The first thing to understand about guilds is that they are a community and provide the usual benefits of such. Within towns the normal extended kinship relationships of clans break down as people find themselves living among strangers, sometimes far from their place of birth. A guild usually exists to provide people with the benefits of community (participation, protection, recognition etc.) without the requirement for blood ties. Membership is from participation in a shared occupation. Guild is one term; brotherhood and union are others; most refer to the same concept, a community of workers organized for mutual benefit.

Such associations are old and not confined to the middle ages. The earliest guilds may have formed in India around 3800BC - the shreni. We know that the Greeks had their koinon and the Romans had their collegia. In the 7th century Anglo-Saxon law codes there are reference to guilds. We have legal codes for frith guilds from the time of Canute. Guilds were prohibited by Carolingian emperors; but continued to thrive. It is an ancient aspect of (urban) life. Most of these guilds had a similar sort of structure with a leader and council and the body which elected them.

Second, urban environments in this period are not often centers of free trade. Most markets will be controlled by someone. The line between legitimate business and organized crime is fairly thin at this point.

IMG walk into Jonstown and start plying your trade and you will upset someone, because you may be taking their business away. They will ask for fees to work your patch, compensation for their loss of trade and tithes for you to ply your trade. They will be backed by fellow workers to enforce their demands. You will want protection from the street thugs who will otherwise demand you pay their 'protection'.

Most urban centers will have communities that provide mutual assistance and control markets. We might as well call these guilds, unions, and brotherhoods. These terms are accessible to most people. We want to avoid cod-fantasy guilds or WoW player guilds, but I don't think we need to start worrying unduly. Glorantha does not need new terms, but we should appreciate the diversity they imply.
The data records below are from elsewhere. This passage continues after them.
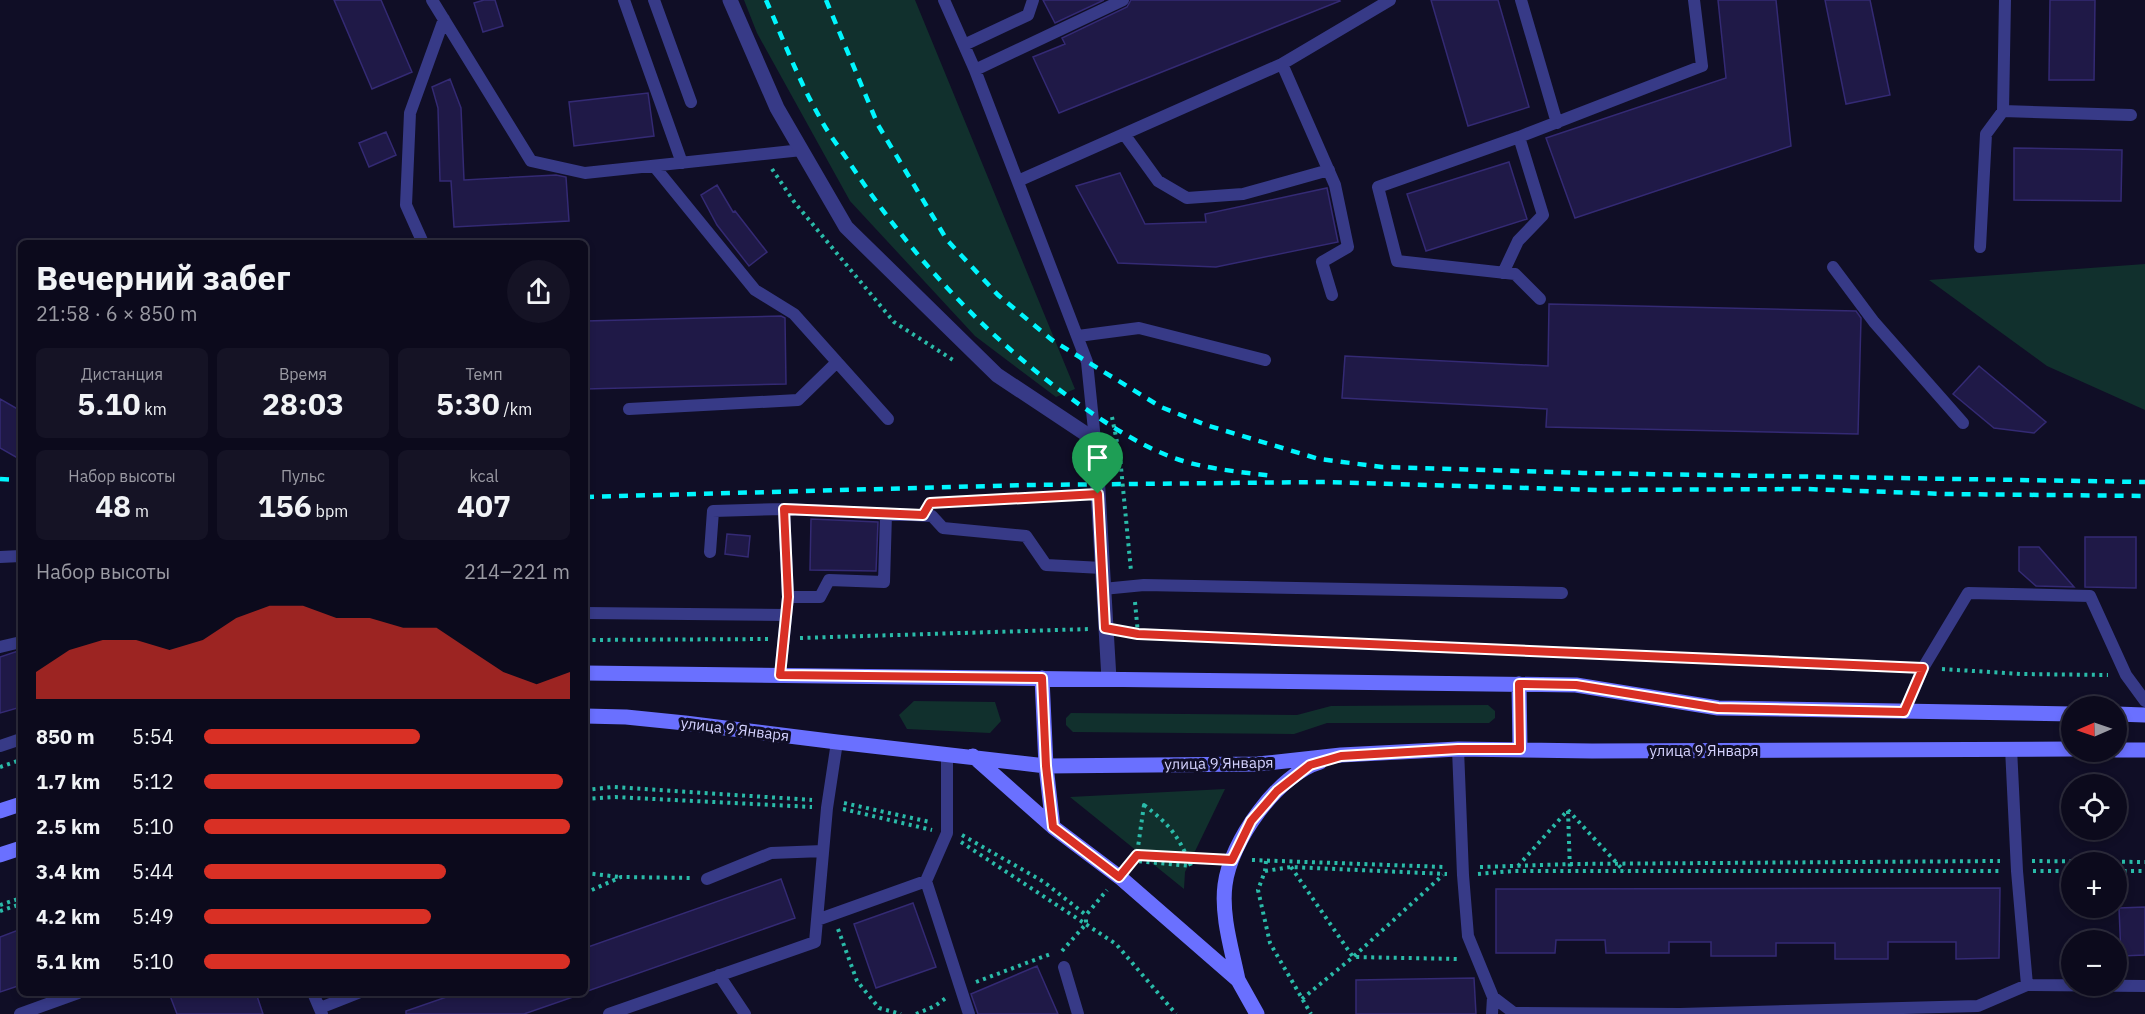 <!DOCTYPE html>
<html lang="ru">
<meta charset="utf-8">
<style>
:root{--surface:#0c0a1c;--page:#151325;--text:#f1f3f6;--muted:#9a9aa3;--line:#2c2b3b;--accent:#d93025}
body{margin:0;font-family:"IBM Plex Sans",sans-serif;background:var(--page);color:var(--text);height:100vh;display:flex;flex-direction:column;font-size:22px;white-space:nowrap}
*{box-sizing:border-box;margin:0}
p{font-size:20px;color:var(--muted)}
.icon{flex:none;width:33px;height:33px;fill:none;stroke:currentColor;stroke-width:2;stroke-linecap:round;stroke-linejoin:round}
.map{position:relative;flex:1;overflow:hidden}
.drawer{position:absolute;left:18px;top:240px;width:570px;height:756px;display:flex;flex-direction:column;background:var(--surface);border-radius:9px;box-shadow:0 3px 9px #0003,0 0 0 2px var(--line)}
.drawer>*{flex:none}
.needle{width:39px;rotate:268deg}
.fabs{position:absolute;left:2061px;top:696px;display:grid;gap:12px}
.fabs a{display:grid;place-items:center;width:66px;height:66px;border-radius:50%;background:var(--surface);box-shadow:0 3px 9px #0003,0 0 0 2px var(--line);font-size:30px}
.pin{position:absolute;display:grid;place-items:center;width:51px;height:51px;color:#fff;margin:-62px -26px;border-radius:50% 50% 50% 0;rotate:-45deg;box-shadow:0 0 6px #0007}
.pin .icon{rotate:45deg}
.round{display:grid;place-items:center;flex:none;width:63px;height:63px;border-radius:32px;background:var(--page)}
.head{display:flex;align-items:center;justify-content:space-between;height:102px;padding:0 18px}
h1{font-size:33px;font-weight:800;line-height:45px}
.metrics{display:grid;grid-template-columns:repeat(3,1fr);gap:9px;height:102px;padding:6px 18px}
.metrics div{display:grid;align-content:center;border-radius:9px;background:var(--page);text-align:center}
.metrics b{font-size:30px;font-weight:800}
.metrics small{font-size:16px;font-weight:400}
.metrics p{font-size:16px}
.chart{height:168px;padding:12px 18px}
.chart p{display:flex;justify-content:space-between}
.chart svg{width:100%;height:108px;margin-top:6px;fill:var(--accent);opacity:.7}
ul{padding:0 18px;list-style:none;font-size:20px}
li{display:grid;grid-template-columns:96px 72px 1fr;align-items:center;height:45px}
li i{height:15px;border-radius:8px;background:var(--accent)}
.map>svg:first-child{display:block}
.green{fill:#11302d}
.building{fill:#1f1947;stroke:#342a74;stroke-width:1.5}
.lines{fill:none;stroke-linecap:round;stroke-linejoin:round}
.path{stroke:#2abba9;stroke-width:4;stroke-dasharray:3 4.5;stroke-linecap:butt}
.lane{stroke:#373a87;stroke-width:12}
.street{stroke:#373a87;stroke-width:15}
.secondary{stroke:#6a70ff;stroke-width:15}
.rail{stroke:#00f6fe;stroke-width:4.5;stroke-dasharray:9 8;stroke-linecap:butt}
.route-casing{stroke:#fff;stroke-width:12}
.route{stroke:#d93025;stroke-width:8}
.labels{text-anchor:middle;dominant-baseline:central;stroke-width:6;stroke-linejoin:round;paint-order:stroke}
.street-label{font-size:15px;fill:#d5d3ff;stroke:#100e26}
</style>
<div class="map">
<svg width="2145" height="1014" viewBox="0 0 2145 1014">
<rect width="100%" height="100%" fill="#100e26"/>
<path class="green" d="M 744,0 L 915,0 L 1075,389 L 1056,397 L 975,336 L 850,201 L 757,33 Z
M 2145,264 L 2145,410 L 2047,366 L 1929,280 Z
M 914,701 L 995,702 L 1001,721 L 990,733 L 907,729 L 899,715 Z
M 1488,705 L 1495,711 L 1495,718 L 1489,723 L 1327,723 L 1294,734 L 1073,732 L 1066,725 L 1066,718 L 1071,713 L 1297,715 L 1331,706 Z
M 1225,789 L 1185,872 L 1184,889 L 1070,797 Z"/>
<path class="building" d="M 334,0 L 381,0 L 412,72 L 372,89 Z
M 484,0 L 495,0 L 503,26 L 483,32 L 474,3 Z
M 1043,0 L 1104,0 L 1055,23 Z
M 1131,0 L 1339,0 L 1340,1 L 1059,113 L 1033,57 L 1065,44 L 1062,38 L 1127,7 Z
M 1431,0 L 1498,0 L 1529,107 L 1468,126 Z
M 1718,0 L 1776,0 L 1791,146 L 1575,218 L 1546,138 L 1726,78 Z
M 1825,0 L 1870,0 L 1890,95 L 1846,104 Z
M 2050,0 L 2095,0 L 2094,80 L 2049,80 Z
M 450,79 L 461,108 L 464,180 L 556,175 L 566,177 L 569,221 L 454,227 L 451,181 L 440,181 L 438,108 L 432,87 Z
M 648,93 L 654,136 L 574,146 L 569,102 Z
M 386,132 L 396,155 L 369,167 L 359,143 Z
M 2014,148 L 2122,150 L 2121,201 L 2014,200 Z
M 1509,162 L 1527,219 L 1426,251 L 1407,194 Z
M 1120,173 L 1145,224 L 1206,222 L 1205,214 L 1327,188 L 1338,242 L 1216,267 L 1118,263 L 1076,186 Z
M 717,185 L 733,212 L 735,211 L 767,252 L 749,266 L 717,225 L 701,195 Z
M 1549,304 L 1856,311 L 1861,318 L 1858,434 L 1546,427 L 1547,409 L 1342,398 L 1345,356 L 1548,366 Z
M 781,316 L 785,318 L 786,384 L 585,389 L 585,321 Z
M 1979,366 L 2046,422 L 2034,433 L 1994,428 L 1953,394 Z
M 0,399 L 21,411 L 21,460 L 0,448 Z
M 811,519 L 878,522 L 876,571 L 810,570 Z
M 727,534 L 750,536 L 748,557 L 725,554 Z
M 2085,537 L 2136,537 L 2136,588 L 2085,587 Z
M 2019,547 L 2039,547 L 2074,587 L 2036,586 L 2019,571 Z
M 21,650 L 21,707 L 0,713 L 0,657 Z
M 781,879 L 795,918 L 585,992 L 585,948 Z
M 2000,888 L 1999,958 L 1956,959 L 1956,942 L 1888,942 L 1888,959 L 1835,959 L 1835,943 L 1776,943 L 1776,956 L 1711,956 L 1711,942 L 1669,942 L 1669,953 L 1606,953 L 1605,940 L 1556,940 L 1555,953 L 1496,953 L 1496,889 Z
M 913,903 L 936,967 L 876,988 L 854,924 Z
M 2145,907 L 2145,955 L 2121,956 L 2119,908 Z
M 21,929 L 21,985 L 0,992 L 0,937 Z
M 1037,966 L 1058,1014 L 978,1014 L 971,994 Z
M 1474,978 L 1476,1014 L 1356,1014 L 1356,980 Z
M 169,993 L 256,993 L 263,1014 L 177,1014 Z
M 458,993 L 576,993 L 576,996 L 524,1014 L 406,1014 L 406,1011 Z"/>
<g class="lines">
<path class="path" d="M 772,169 L 795,203 L 894,322 L 953,360
M 1112,417 L 1120,457 L 1131,571
M 943,502 L 1079,495
M 1135,602 L 1138,634
M 1124,632 L 1138,634 L 1904,667
M 800,638 L 1090,629
M 585,640 L 769,639
M 1942,669 L 2021,674 L 2108,675
M 0,767 L 20,760
M 585,790 L 613,787 L 812,800
M 585,799 L 615,797 L 812,807
M 844,803 L 930,822
M 1144,805 C 1170,825 1178,835 1191,866 L 1136,861 Z
M 843,809 L 932,830
M 1568,810 L 1624,871
M 1568,811 L 1570,871
M 962,835 L 1044,882 L 1086,915 L 1107,890
M 961,842 L 1116,944 L 1176,1014
M 1252,860 L 1445,867
M 1266,861 L 1265,871 L 1258,890 L 1270,943 L 1311,1014
M 2032,861 L 2145,862
M 1130,864 L 1137,855 L 1214,858
M 1518,866 L 1568,810
M 1291,867 L 1353,957 L 1459,959
M 1480,867 L 1570,864 L 2000,861
M 1265,871 L 1291,867 L 1447,874
M 2033,871 L 2072,871
M 2116,871 L 2145,871
M 585,873 L 620,877
M 1478,874 L 1513,871 L 2002,871
M 585,893 L 621,877 L 691,878
M 0,905 L 21,898
M 0,911 L 21,904
M 838,929 L 857,981 L 879,1008 L 901,1014
M 1062,951 L 1086,924 L 1086,915
M 976,982 L 1053,953
M 1302,999 L 1353,957 L 1443,875
M 916,1014 L 935,1006 L 946,998"/>
<path class="lane" d="M 432,0 L 531,161 L 585,173 L 802,150
M 624,0 L 682,163
M 654,0 L 691,102
M 944,0 L 975,70 L 1087,362 L 1095,440
M 1521,0 L 1557,123
M 964,45 L 1028,15 L 1033,0
M 1282,64 L 1335,185 L 1348,247 L 1322,262 L 1332,295
M 975,70 L 1123,0
M 2003,111 L 2131,115
M 1124,134 L 1158,181 L 1187,198 L 1243,194 L 1329,170
M 654,166 L 755,290 L 794,314 L 888,419
M 1018,181 L 1282,64 L 1390,0
M 423,243 L 406,205 L 410,113 L 444,19
M 1980,247 L 1986,134 L 2003,111 L 2005,0
M 1833,267 L 1874,322 L 1963,423
M 1503,273 L 1518,241 L 1543,215 L 1519,137
M 1540,299 L 1515,274 L 1397,261 L 1378,187 L 1519,137 L 1702,66 L 1694,0
M 1078,336 L 1139,328 L 1265,360
M 629,409 L 798,400 L 837,362
M 784,509 L 788,597
M 710,552 L 713,511 L 784,509 L 932,516 L 943,528 L 1026,536 L 1046,565 L 1102,568
M 0,557 L 21,556
M 1103,589 L 1144,585 L 1562,593
M 585,613 L 786,615
M 0,647 L 21,642
M 780,675 L 788,597 L 820,597 L 829,580 L 884,582 L 886,514
M 1904,713 L 1923,668 L 1968,593 L 2090,596 L 2126,675 L 2145,701
M 0,746 L 21,739
M 2011,748 L 2017,871 L 2027,985
M 1458,749 L 1463,875 L 1468,936 L 1493,997 L 1514,1013 L 1680,1014 L 1978,1006 L 2027,985 L 2145,986
M 947,754 L 947,833 L 926,881 L 969,1014
M 707,879 L 771,853 L 823,851
M 817,920 L 926,881
M 1064,967 L 1078,1014
M 719,975 L 745,1014
M 313,993 L 322,1014
M 320,1008 L 358,993
M 20,1014 L 78,993
M 609,1014 L 815,942 L 827,808 L 837,742
M 1492,1014 L 1493,997"/>
<path class="street" d="M 730,0 L 777,108 L 846,227 L 997,375 L 1095,440 L 1109,679"/>
<path class="secondary" d="M 585,673 L 1576,685 L 1718,708 L 2072,714
M 1042,678 L 1046,766 L 1053,827
M 1519,684 L 1520,749
M 2116,714 L 2145,715
M 585,716 L 626,717 L 685,723 L 837,742 L 1046,766 L 1258,764 L 1341,755 L 1458,749 L 1592,751 L 2072,749
M 2116,750 L 2145,750
M 973,756 L 1053,827 L 1122,879 L 1238,980 L 1257,1014
M 0,811 L 21,804
M 0,855 L 21,848
M 1238,980 C 1232,950 1221,916 1225,885 C 1230,842 1278,774 1320,762"/>
<path class="rail" d="M 766,0 C 783,39 798,79 819,116 C 827,132 839,147 849,162 C 909,253 981,332 1069,397 C 1102,421 1144,449 1183,461 C 1213,470 1243,472 1273,476
M 826,0 L 878,125 L 947,240 L 998,295 L 1052,340 L 1161,407 L 1206,425 L 1319,459 L 1382,467 L 1583,473 L 2145,482
M 0,479 L 21,480
M 585,497 L 1027,485 L 1327,482 L 1597,490 L 1806,489 L 1946,494 L 2145,496"/>
</g>
<g class="lines">
<defs>
<path id="route" d="M 1098,494 L 1105,628 L 1138,634 L 1923,668 L 1904,712 L 1718,708 L 1576,685 L 1519,684 L 1520,749 L 1458,749 L 1341,756 L 1310,765 L 1277,791 L 1251,821 L 1232,860 L 1137,855 L 1119,877 L 1053,827 L 1046,766 L 1042,678 L 780,675 L 788,597 L 784,509 L 923,515 L 930,503 Z"/>
</defs>
<use href="#route" class="route-casing"/>
<use href="#route" class="route"/>
</g>
<g class="labels">
<g class="street-label">
<text transform="translate(735 729) rotate(7)">улица 9 Января</text>
<text x="1704" y="750">улица 9 Января</text>
<text transform="translate(1219 763) rotate(-1)">улица 9 Января</text>
</g>
</g>
</svg>
<div class="fabs">
<a><svg class="needle" viewBox="-14 -14 28 28"><path d="M0-13l5 13h-10z" fill="#e53935"/><path d="M0 13l5-13h-10z" fill="#9a9aa3"/></svg></a>
<a><svg class="icon" aria-label="locate" viewBox="0 0 24 24"><circle cx="12" cy="12" r="6"/><path d="M12 2v4M12 18v4M2 12h4M18 12h4"/></svg></a>
<a>+</a>
<a>−</a>
</div>
<div class="pin" style="left:1098px;top:494px;background:#1e9e55"><svg class="icon" aria-label="arrive" viewBox="0 0 24 24"><path d="M6 21V4h12l-3 4 3 4H6"/></svg></div>
<section class="drawer">
<div class="head"><div><h1>Вечерний забег</h1><p>21:58 · 6 × 850 m</p></div><a class="round"><svg class="icon" aria-label="share" viewBox="0 0 24 24"><path d="M12 15V3M7 8l5-5 5 5M5 13v7h14v-7"/></svg></a></div>
<div class="metrics">
<div><p>Дистанция</p><b>5.10<small> km</small></b></div>
<div><p>Время</p><b>28:03</b></div>
<div><p>Темп</p><b>5:30<small> /km</small></b></div>
</div>
<div class="metrics">
<div><p>Набор высоты</p><b>48<small> m</small></b></div>
<div><p>Пульс</p><b>156<small> bpm</small></b></div>
<div><p>kcal</p><b>407</b></div>
</div>
<div class="chart"><p><span>Набор высоты</span>214–221 m</p>
<svg viewBox="0 0 160 44" preserveAspectRatio="none"><path d="M0 44V33L10 24L20 20L30 20L40 24L50 20L60 11L70 6L80 6L90 11L100 11L110 15L120 15L130 24L140 33L150 38L160 33V44z"/></svg>
</div>
<ul>
<li><b>850 m</b>5:54<i style="width:59%"></i></li>
<li><b>1.7 km</b>5:12<i style="width:98%"></i></li>
<li><b>2.5 km</b>5:10<i style="width:100%"></i></li>
<li><b>3.4 km</b>5:44<i style="width:66%"></i></li>
<li><b>4.2 km</b>5:49<i style="width:62%"></i></li>
<li><b>5.1 km</b>5:10<i style="width:100%"></i></li>
</ul>
</section>
</div>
IMG Sartarite cities do have guilds and brotherhoods and the artisan's guild is a voice on the city council. There are masters and apprentices, but the apprentices are usually family. IMG there are no journeymen, because journeymen emerge when there is a growing need for labour and I don't think Sartar is industrialized to that degree. Outside the towns, the guilds hold little or no sway - although the duck boatmen seek a return of their monopoly now that the Empire has gone. YGWV.